Intervention de Christian Cambon

Commission des affaires étrangères, de la défense et des forces armées — Réunion du 28 mars 2018 à 16h35
Projet de loi de programmation militaire 2019-2025 — Audition du général françois lecointre chef d'état-major des armées

Photo de Christian CambonChristian Cambon, président :

Mes chers collègues, nous étions presque tous aux Invalides ce matin pour l'hommage rendu au colonel Arnaud Beltrame. Les mots du Président de la République ont été suffisamment forts ce matin, il n'est pas besoin d'ajouter de commentaire, mais la commission des affaires étrangères, de la défense et des forces armées ne peut passer cette journée sans se recueillir quelques instants.

L'ensemble des membres de la commission ainsi que le chef d'état-major des armées se lèvent et observent un moment de recueillement.

Mon général, nous sommes très heureux de vous entendre sur la loi de programmation militaire 2019-2025, dont les rapporteurs ont déjà commencé l'étude approfondie. Ce projet de loi est meilleur que les précédents et notre commission est a priori bien disposée à son endroit. L'hémorragie est effectivement terminée et les décisions prises dans ce texte par le chef de l'État et le Gouvernement vont dans le bon sens.

Vous aviez vous-même parlé d'une armée éreintée par une décennie de sacrifices budgétaires imposés par les gouvernements successifs. Nous ne sommes plus dans ce contexte aujourd'hui, et, par exemple, la priorité accordée à la condition militaire et aux familles des soldats est un point important, qui est apprécié.

Néanmoins, le travail de la commission s'apparente à l'examen d'un verre à moitié vide ou à moitié plein. En effet, nous ne sommes pas entièrement convaincus par les moyens que ce projet de loi prévoit. La commission, notamment son ancien président Jean-Pierre Raffarin, a beaucoup travaillé à la définition du contenu de ce que devait être une « bonne » loi de programmation militaire (LPM).

Selon nous, une bonne LPM comportait une augmentation de 2 milliards d'euros par an, et l'on n'atteint en l'espèce que 1,7 milliard. Nous souhaitions commencer la hausse dès 2018, alors que la LPM prévoit une année blanche neutralisée par les reports et la budgétisation des opérations extérieures (OPEX). Nous voulions que l'effort soit constant, alors que la LPM reporte les principaux efforts au dernier tiers de la période, avec toute l'incertitude que cela comporte, suscitant l'inquiétude de notre commission et de Dominique de Legge, ici présent, rapporteur spécial de la mission « Défense » auprès de la commission des finances. Enfin, nous estimions qu'il fallait rehausser les contrats opérationnels, ce qui n'est pas le cas.

Il y a de bonnes choses, comme la remise à niveau et la sécurisation des programmes d'équipements militaires, dont nous avons grandement besoin, mais le Sénat soulignera aussi les éléments qu'il aurait aimé voir figurer dans le projet de LPM.

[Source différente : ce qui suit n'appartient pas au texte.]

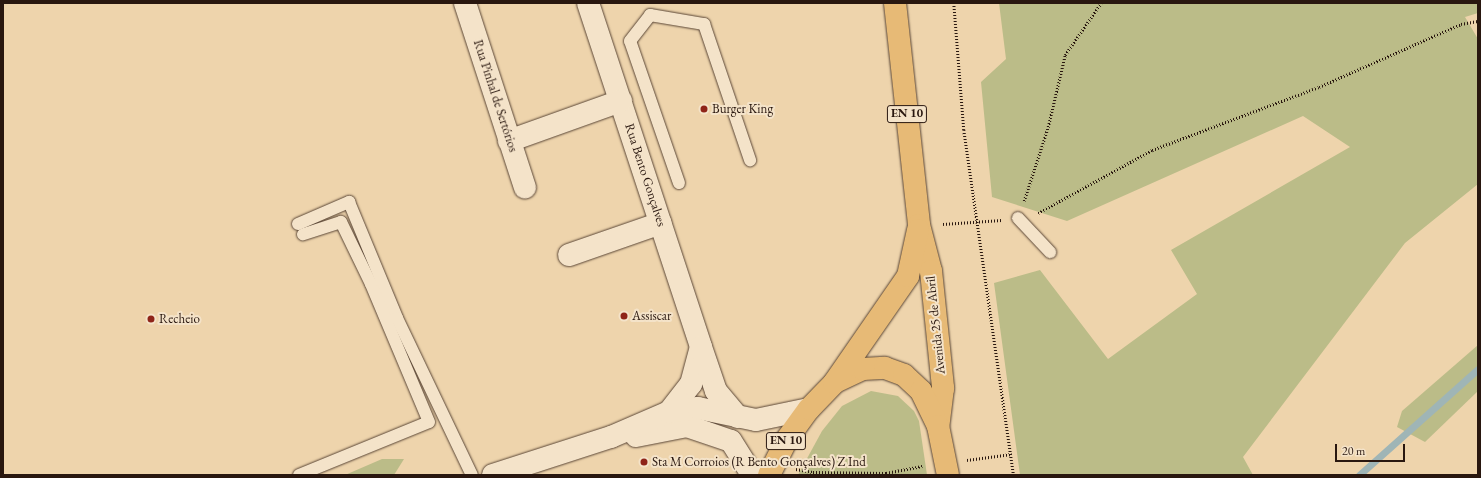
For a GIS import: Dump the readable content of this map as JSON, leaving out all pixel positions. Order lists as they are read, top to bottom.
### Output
{
  "streets": {
    "main road": ["EN 10", "Avenida 25 de Abril"],
    "street": ["Rua Pinhal de Sertórios", "Rua Bento Gonçalves"]
  },
  "places": [
    "Burger King",
    "Assiscar",
    "Recheio",
    "Sta M Corroios (R Bento Gonçalves) Z Ind"
  ],
  "scale_bar": "20 m"
}
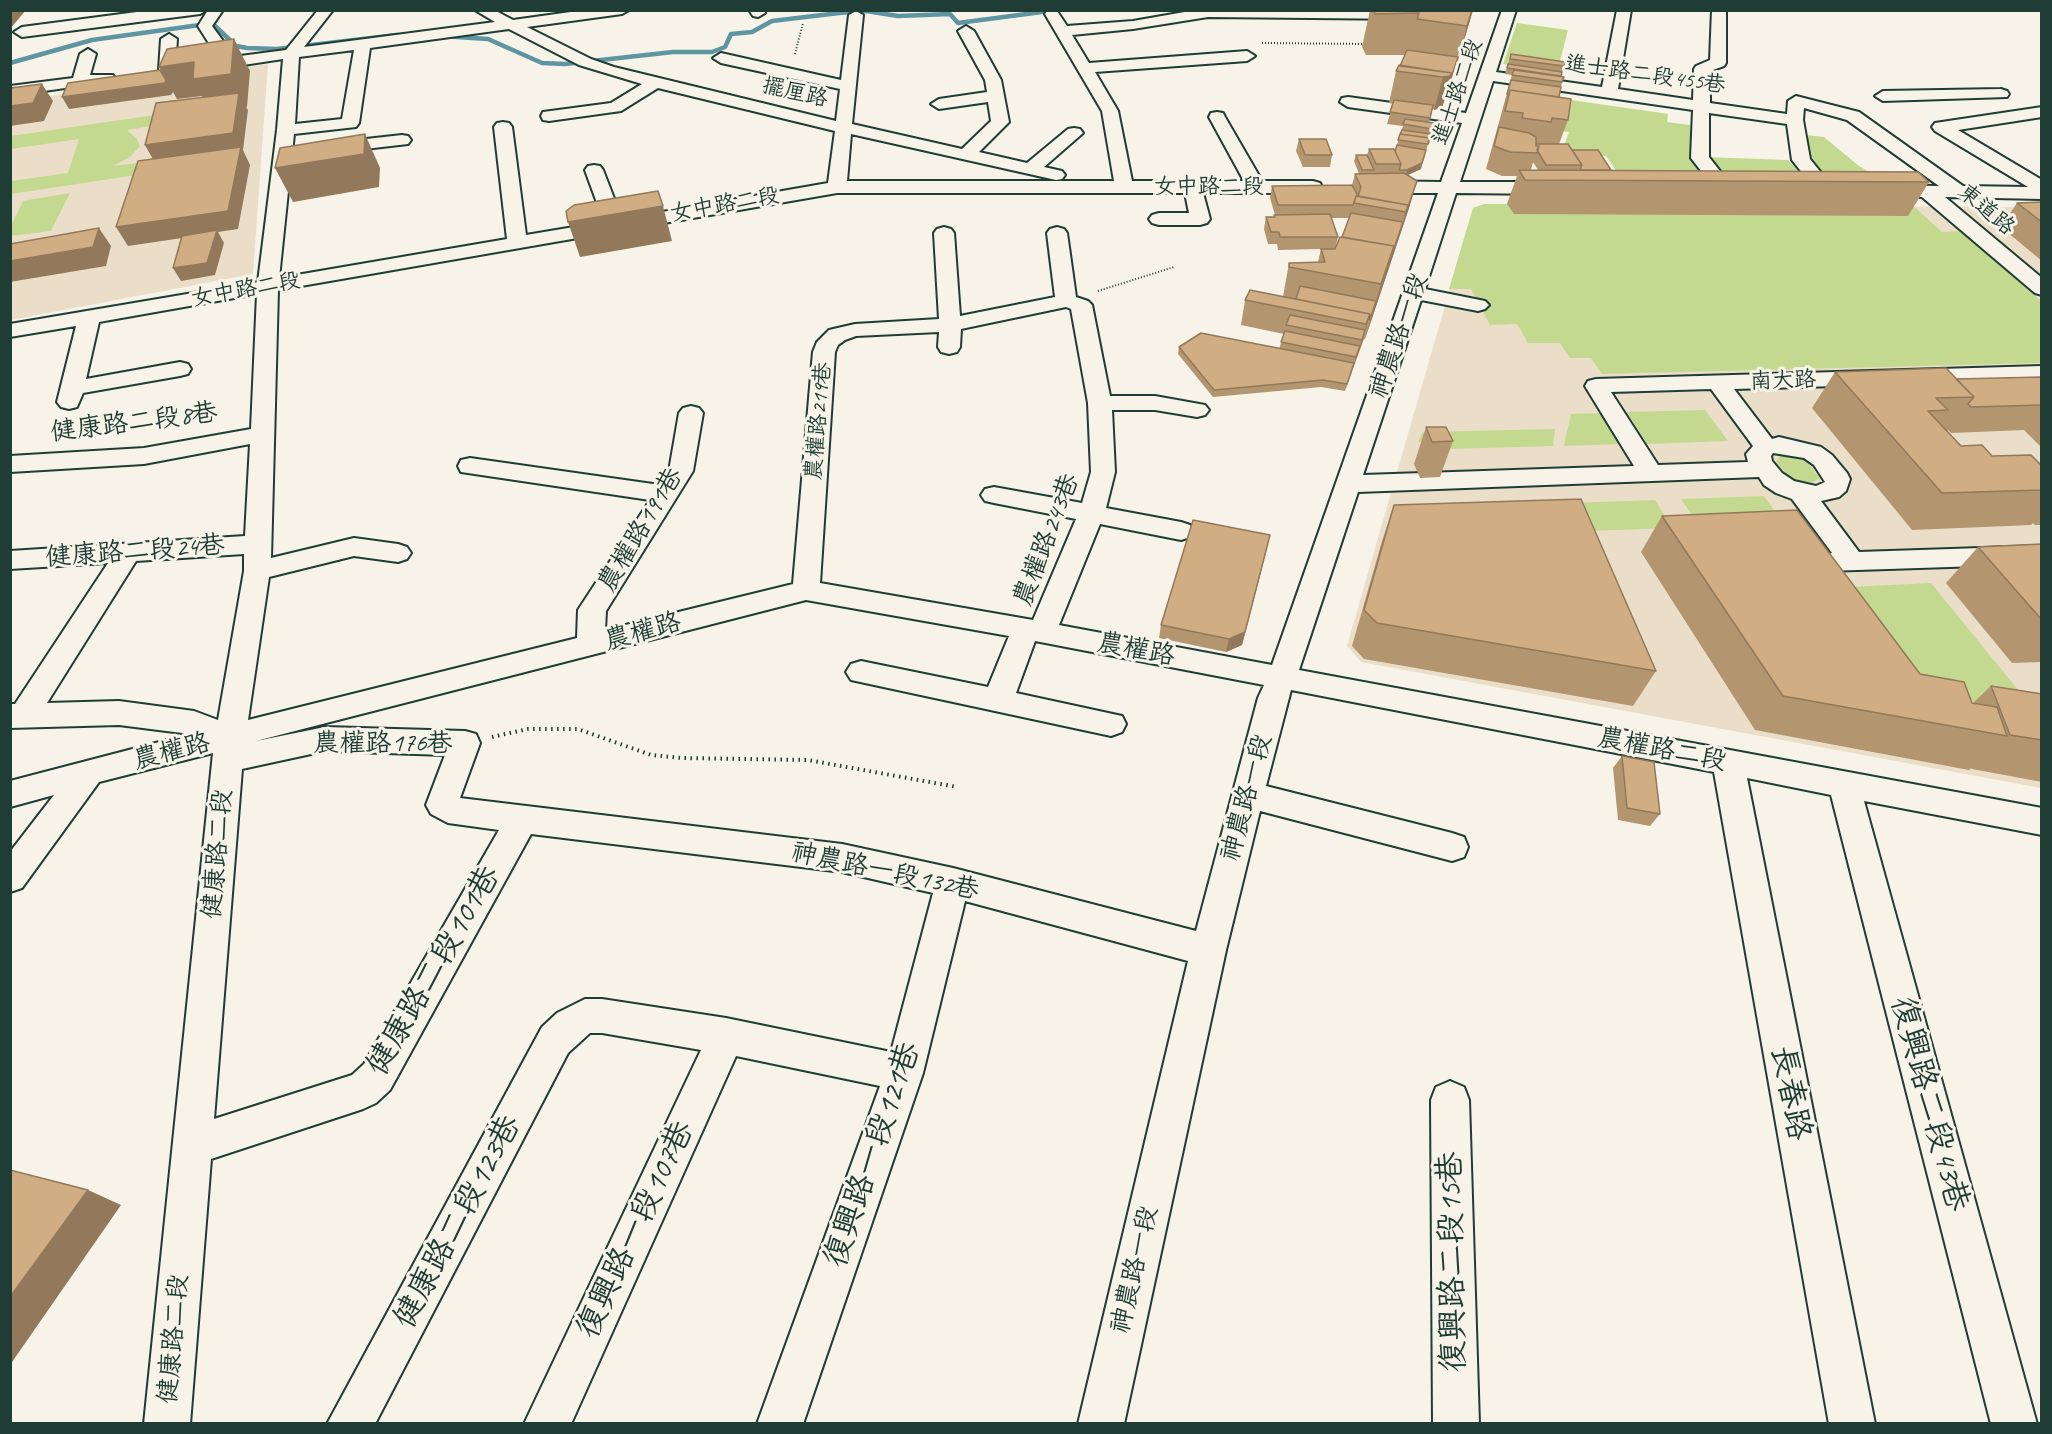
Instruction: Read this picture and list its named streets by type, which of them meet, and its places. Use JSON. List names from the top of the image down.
{
  "streets": {
    "street": [
      "進士路二段455巷",
      "進士路二段",
      "擺厘路",
      "女中路二段",
      "東道路",
      "神農路一段",
      "南大路",
      "農權路219巷",
      "健康路二段8巷",
      "農權路191巷",
      "農權路243巷",
      "健康路二段24巷",
      "農權路",
      "農權路176巷",
      "農權路二段",
      "健康路二段",
      "神農路一段132巷",
      "健康路二段101巷",
      "長春路",
      "復興路二段43巷",
      "復興路一段121巷",
      "健康路二段123巷",
      "復興路一段107巷",
      "復興路二段15巷"
    ]
  },
  "crossings": [
    ["進士路二段455巷", "進士路二段"],
    ["進士路二段", "神農路一段"],
    ["擺厘路", "女中路二段"],
    ["女中路二段", "健康路二段"],
    ["神農路一段", "農權路"],
    ["神農路一段", "農權路二段"],
    ["神農路一段", "神農路一段132巷"],
    ["農權路219巷", "農權路"],
    ["健康路二段8巷", "健康路二段"],
    ["農權路191巷", "農權路"],
    ["農權路243巷", "農權路"],
    ["健康路二段24巷", "健康路二段"],
    ["農權路", "農權路176巷"],
    ["農權路", "農權路二段"],
    ["農權路", "健康路二段"],
    ["農權路176巷", "健康路二段"],
    ["農權路176巷", "神農路一段132巷"],
    ["農權路176巷", "健康路二段101巷"],
    ["農權路二段", "長春路"],
    ["農權路二段", "復興路二段43巷"],
    ["健康路二段", "健康路二段101巷"],
    ["神農路一段132巷", "健康路二段101巷"],
    ["神農路一段132巷", "復興路一段121巷"],
    ["健康路二段123巷", "復興路一段107巷"]
  ]
}
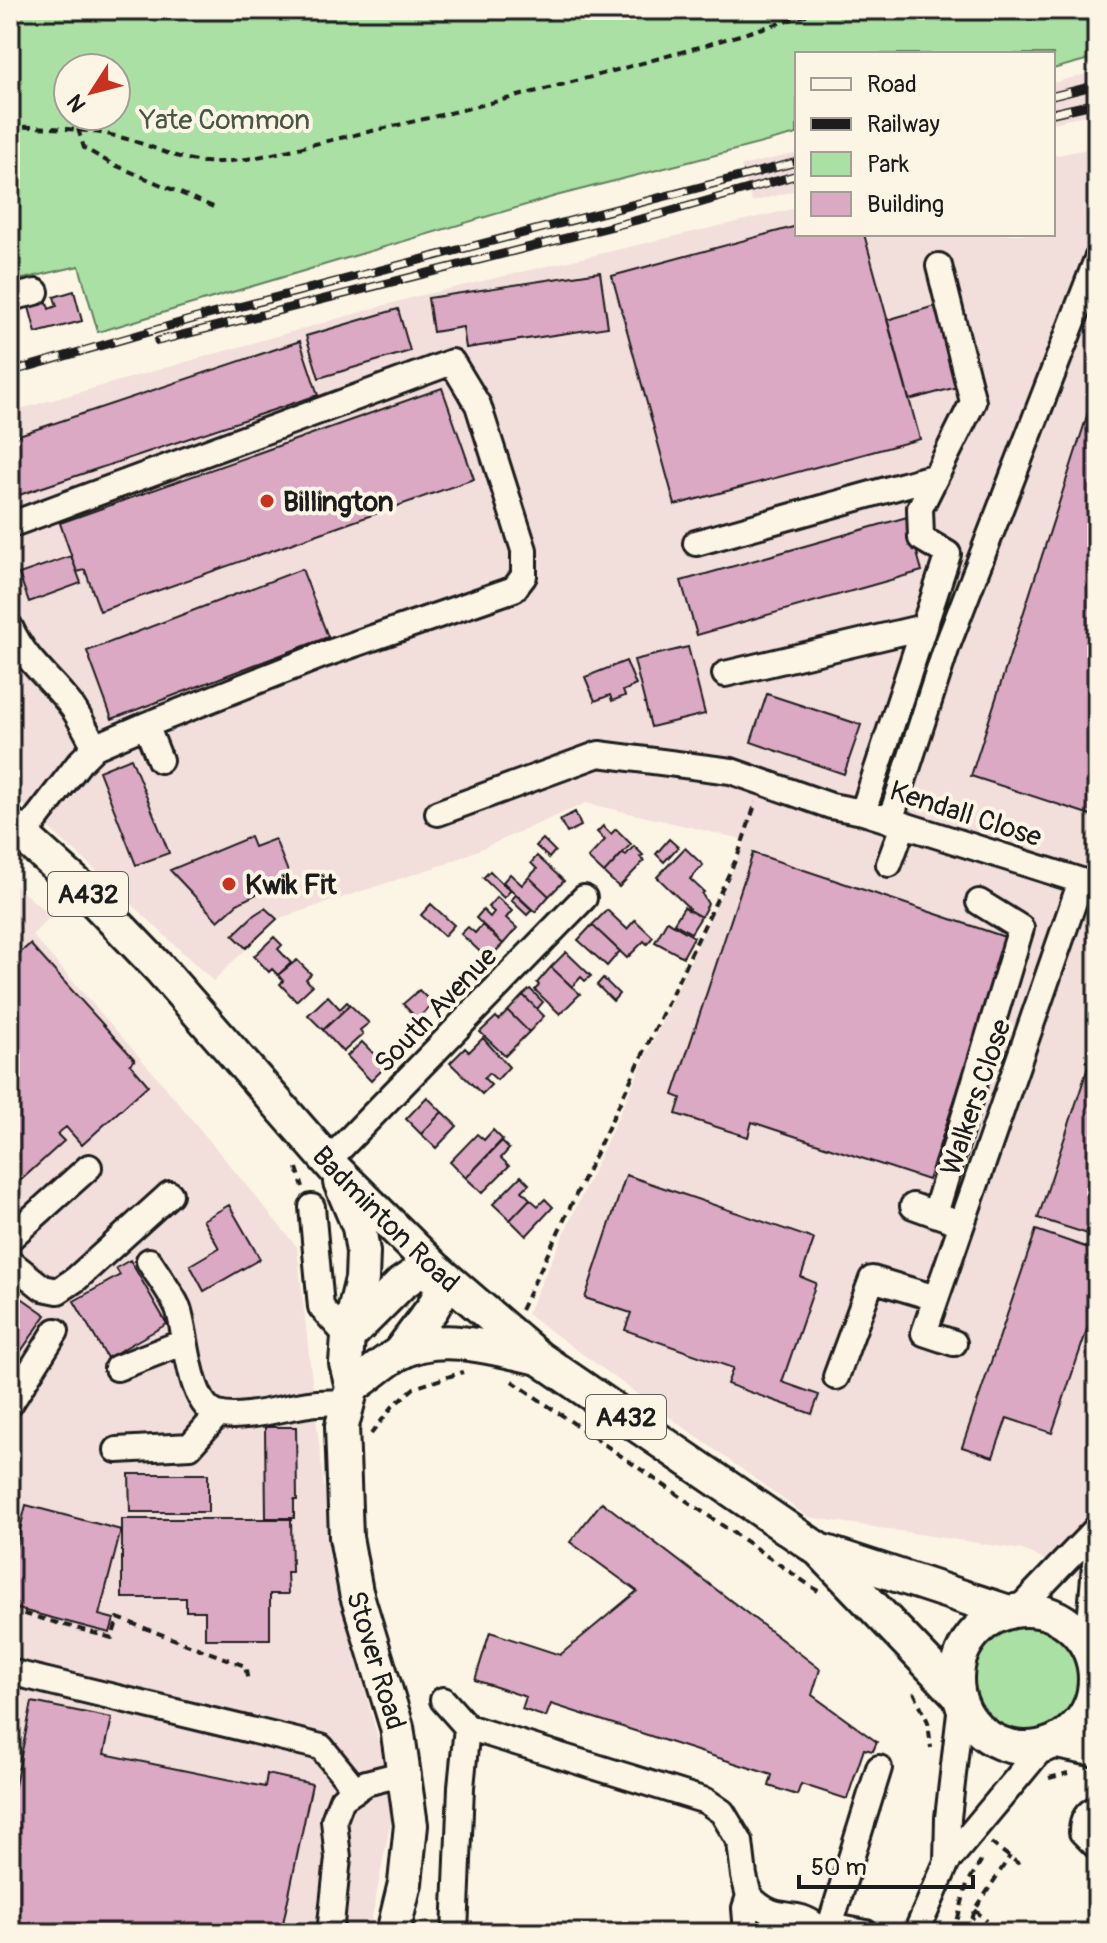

Nous allons donc être très attentifs à votre analyse.

Général François Lecointre, chef d'état-major des armées. - Je remercie votre commission de m'accueillir de nouveau. Le vote solennel du projet de loi de programmation militaire a eu lieu hier à l'Assemblée nationale. Je veux rendre hommage à la ministre des armées pour son investissement personnel fort, et remercier le Sénat pour la rédaction de l'article 6 bis, relatif à l'exclusion de la défense du champ d'application de l'article 17 de la loi de programmation des finances publiques, dont l'initiative lui revient.

Nous entrons dans une nouvelle phase du travail parlementaire, qui vous sollicitera beaucoup jusqu'à l'examen du texte en séance publique, à la fin du mois de mai. Je vous remercie aussi d'avoir su convaincre les acteurs politiques et institutionnels de la nécessité d'aller vite. Nous battons en effet des records dans la rapidité d'élaboration de ce projet de LPM. Cela a demandé un investissement important des équipes du ministère - armées, directions et services, état-major des armées, Direction générale de l'armement (DGA), Secrétariat général pour l'administration (SGA). Toute une communauté rassemblée autour des armées, comprenant les parlementaires des deux assemblées, a permis de conduire très rapidement ces travaux, et de faire comprendre l'urgence de redonner aux armées les moyens de remplir durablement leurs missions.

Nous avons évoqué la situation internationale lors de la présentation de la revue stratégique. L'irruption brutale du terrorisme sur le territoire national et la dégradation sensible du contexte sécuritaire et géopolitique mondial imposaient une réponse claire, responsable, pour dépasser la période d'irénisme qui prévalait depuis de nombreuses années. Une partie de cette réponse claire et responsable réside dans ce projet de LPM. L'effort consenti par la Nation, monsieur le président, est important, dans le contexte de maîtrise de la dépense publique. Notre volonté est claire : tenir les armées à l'écart du risque de déclassement, alors que, dans le monde, la puissance s'affirme avec virulence par un recours de plus en plus décomplexé à la force et par une contestation dangereuse du multilatéralisme.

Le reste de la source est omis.